Desprendimiento: somos adultos por aquel breve
momento que un día nos tocó vivir, cuando miramos como por última vez todas las
cosas de la tierra, y renunciamos a poseerlas, las restituimos a la voluntad de
Dios. Y de pronto las cosas de la tierra se nos han aparecido en su justo lugar
bajo el cielo, y también los seres humanos, y nosotros mismos, mirando desde el
único lugar justo que nos es dado.
En
ese breve momento hemos encontrado un equilibrio en nuestra vida oscilante, y
nos parece que podremos encontrar siempre ese momento secreto, buscar en él las
palabras para el propio oficio, nuestras palabras para el prójimo. Mirar al
prójimo con la mirada adecuada y libre, no con la temerosa o despreciativa del
que siempre se pregunta, en presencia del prójimo, si será su amo o su siervo.
En
ese momento secreto nuestro hemos descubierto que en la tierra no existe
verdadero dominio ni verdadera servidumbre. Y ahora buscaremos en los otros si
ya les ha tocado vivir un momento idéntico, o si todavía están lejos: eso es lo
que importa saber, porque en la vida de una persona ese es el momento más alto.
Y es necesario que estemos con los demás teniendo los ojos puestos en
el momento más alto de su destino.
Descubrimos
que seguimos siendo tímidos, pero no nos importa, porque desde ese momento
secreto encontramos facilidad para hallar las palabras adecuadas en nuestras
relaciones humanas.

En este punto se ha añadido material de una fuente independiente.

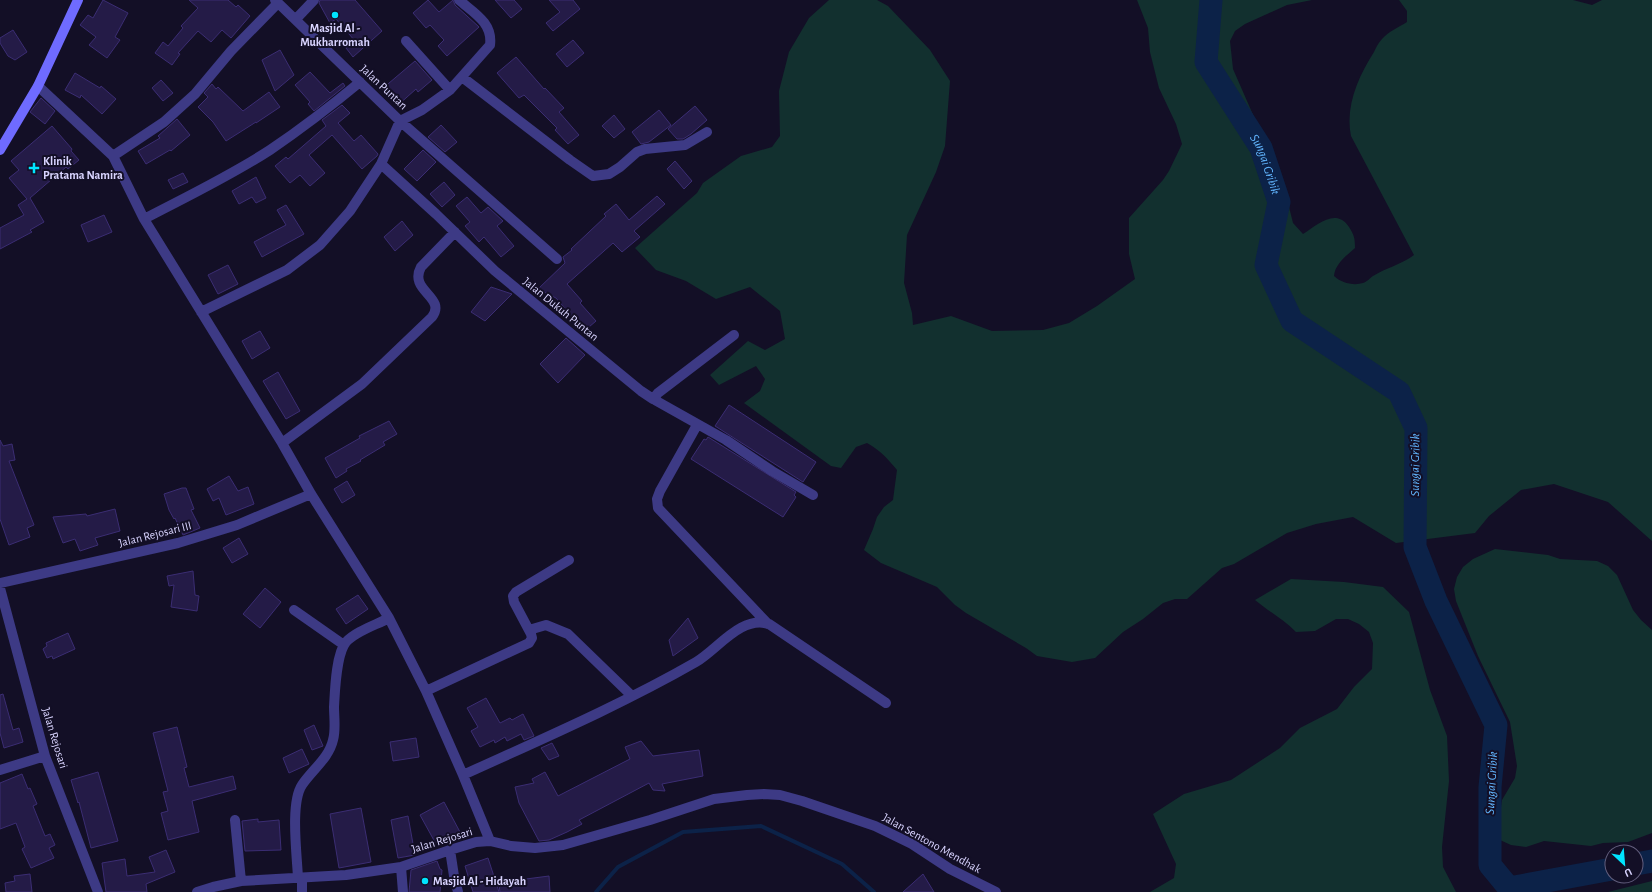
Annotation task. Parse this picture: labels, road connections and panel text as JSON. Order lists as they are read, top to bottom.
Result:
{
  "streets": {
    "street": [
      "Jalan Puntan",
      "Jalan Dukuh Puntan",
      "Jalan Rejosari III",
      "Jalan Rejosari",
      "Jalan Sentono Mendhak"
    ]
  },
  "crossings": [
    ["Jalan Rejosari", "Jalan Sentono Mendhak"]
  ],
  "water": ["Sungai Gribik"],
  "places": {
    "other": ["Masjid Al - Mukharromah", "Masjid Al - Hidayah"],
    "health": ["Klinik Pratama Namira"]
  },
  "north": "bottom right"
}
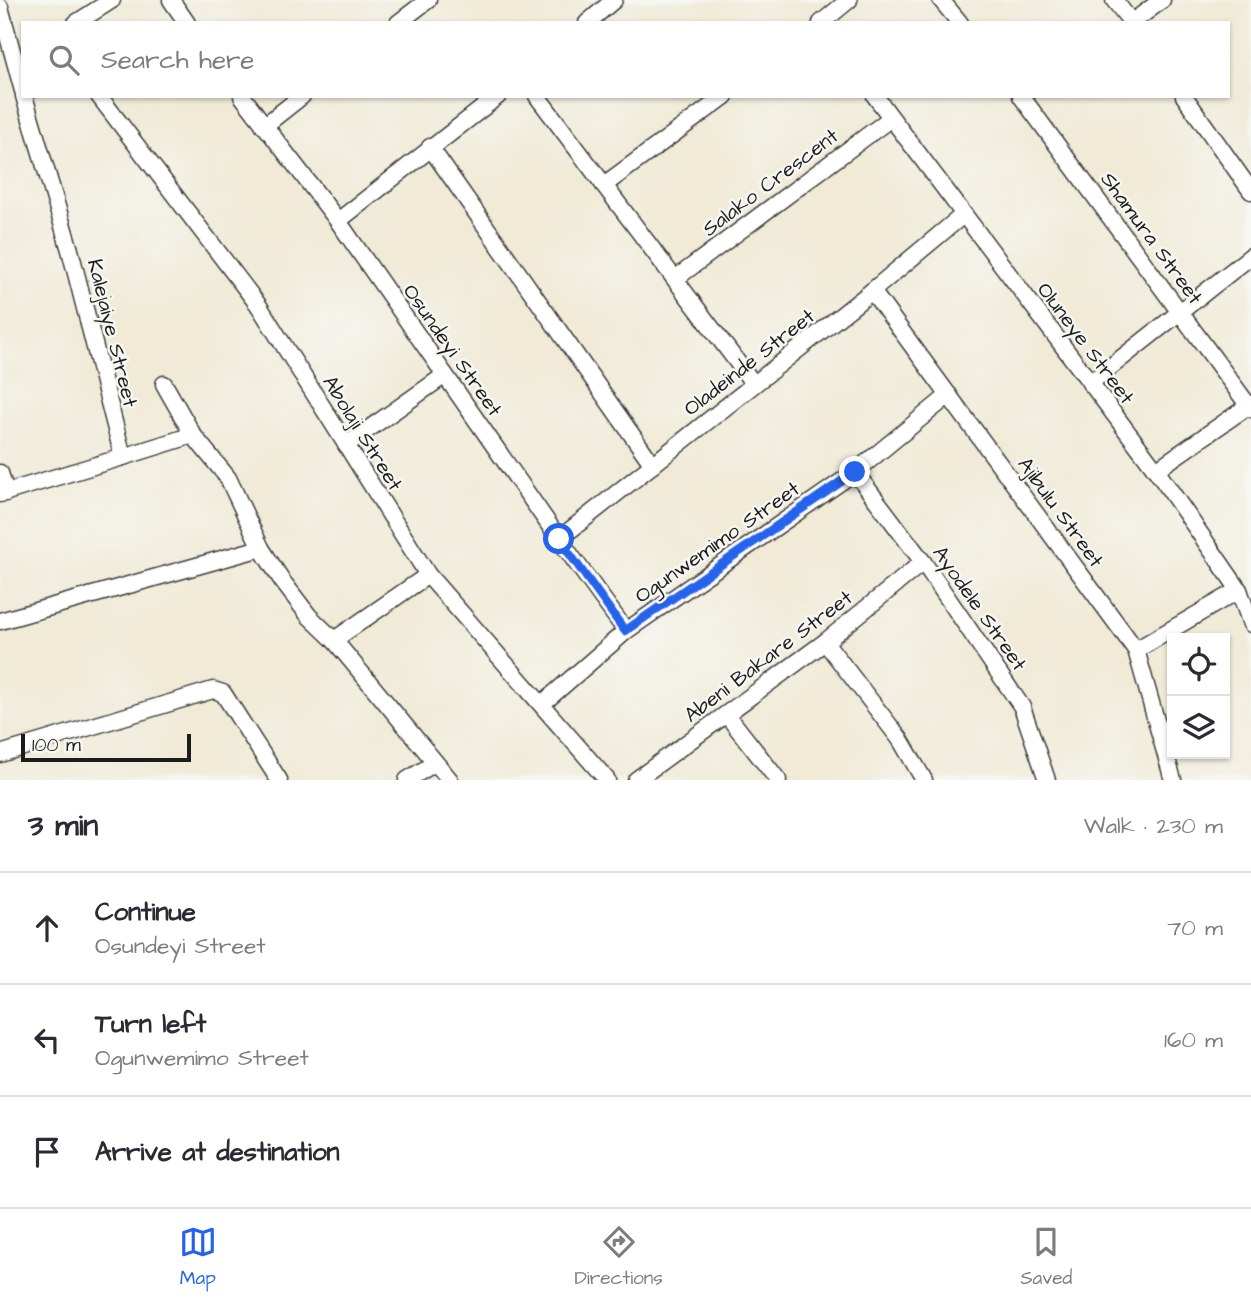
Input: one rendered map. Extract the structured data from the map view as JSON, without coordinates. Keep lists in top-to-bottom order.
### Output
{
  "streets": {
    "street": [
      "Salako Crescent",
      "Shamura Street",
      "Kalejaiye Street",
      "Oluneye Street",
      "Osundeyi Street",
      "Oladeinde Street",
      "Abolaji Street",
      "Ajibulu Street",
      "Ogunwemimo Street",
      "Ayodele Street",
      "Abeni Bakare Street"
    ]
  },
  "crossings": [
    ["Salako Crescent", "Oluneye Street"],
    ["Oluneye Street", "Oladeinde Street"],
    ["Osundeyi Street", "Oladeinde Street"],
    ["Osundeyi Street", "Ogunwemimo Street"],
    ["Oladeinde Street", "Ajibulu Street"],
    ["Abolaji Street", "Ogunwemimo Street"],
    ["Ajibulu Street", "Ogunwemimo Street"],
    ["Ogunwemimo Street", "Ayodele Street"],
    ["Ayodele Street", "Abeni Bakare Street"]
  ],
  "scale_bar": "100 m",
  "page": {
    "search": "Search here",
    "scale": "100 m",
    "heading": ["3 min", "Walk · 230 m"],
    "list": [
      ["Continue", "Osundeyi Street", "70 m"],
      ["Turn left", "Ogunwemimo Street", "160 m"],
      "Arrive at destination"
    ],
    "nav": ["Map", "Directions", "Saved"]
  }
}
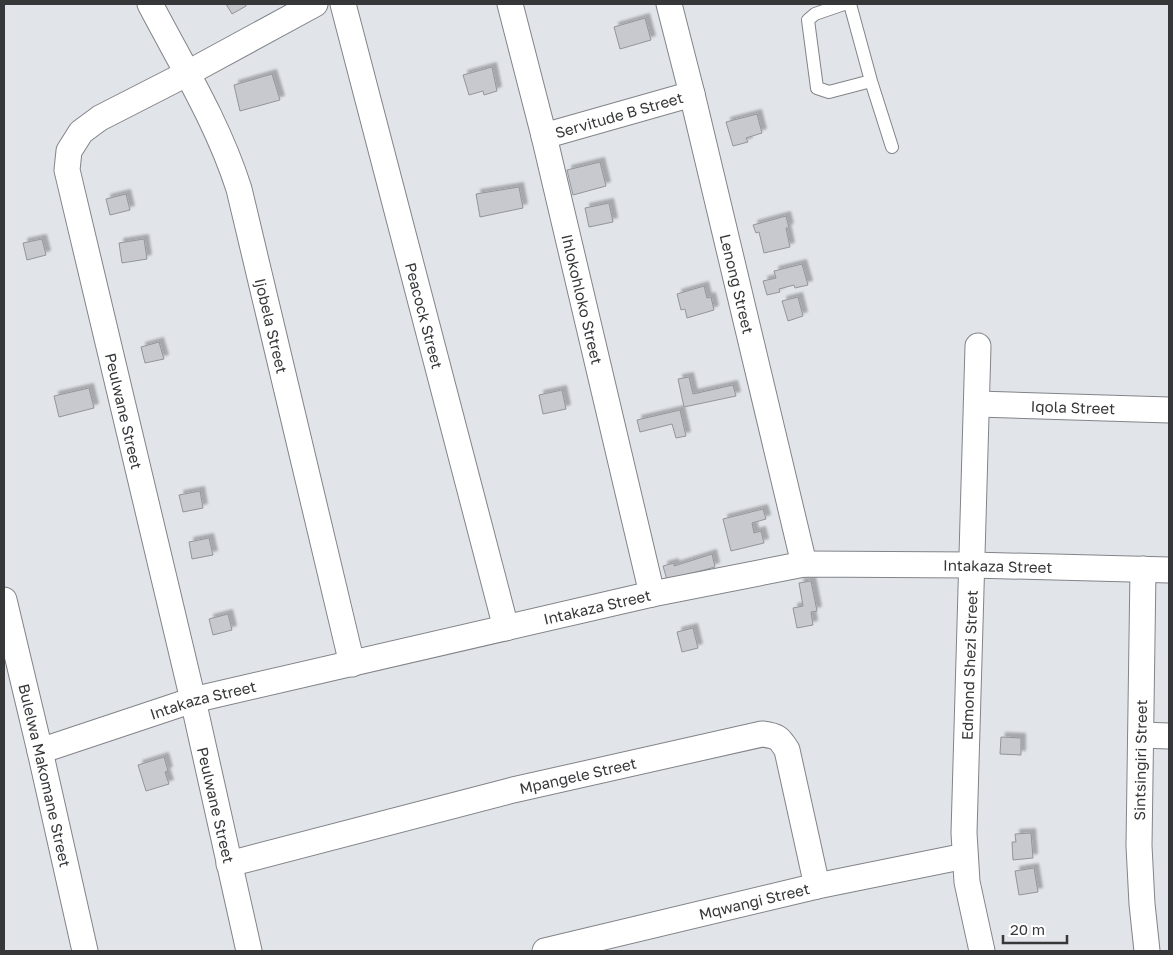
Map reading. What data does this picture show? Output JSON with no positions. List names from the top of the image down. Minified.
{"streets":{"street":["Servitude B Street","Lenong Street","Ihlokohloko Street","Peacock Street","Ijobela Street","Iqola Street","Peulwane Street","Intakaza Street","Edmond Shezi Street","Sintsingiri Street","Mpangele Street","Bulelwa Makomane Street","Mqwangi Street"]},"crossings":[["Servitude B Street","Lenong Street"],["Servitude B Street","Ihlokohloko Street"],["Lenong Street","Intakaza Street"],["Ihlokohloko Street","Intakaza Street"],["Peacock Street","Intakaza Street"],["Ijobela Street","Peulwane Street"],["Ijobela Street","Intakaza Street"],["Iqola Street","Edmond Shezi Street"],["Peulwane Street","Intakaza Street"],["Peulwane Street","Mpangele Street"],["Intakaza Street","Edmond Shezi Street"],["Intakaza Street","Sintsingiri Street"],["Intakaza Street","Bulelwa Makomane Street"],["Edmond Shezi Street","Mqwangi Street"],["Mpangele Street","Mqwangi Street"]],"scale_bar":"20 m"}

Pero debemos recordar siempre que toda clase de
encuentro con el prójimo es una acción humana, y por lo tanto, es siempre mal o
bien, verdad o mentira, caridad o pecado.
Sufrimos
ante las miradas duras que nos dirigen otros, incluso a veces nuestros propios
hijos; aunque sepamos demasiado bien (por propia experiencia) el largo camino
que se necesita recorrer hasta llegar a tener un poco de misericordia.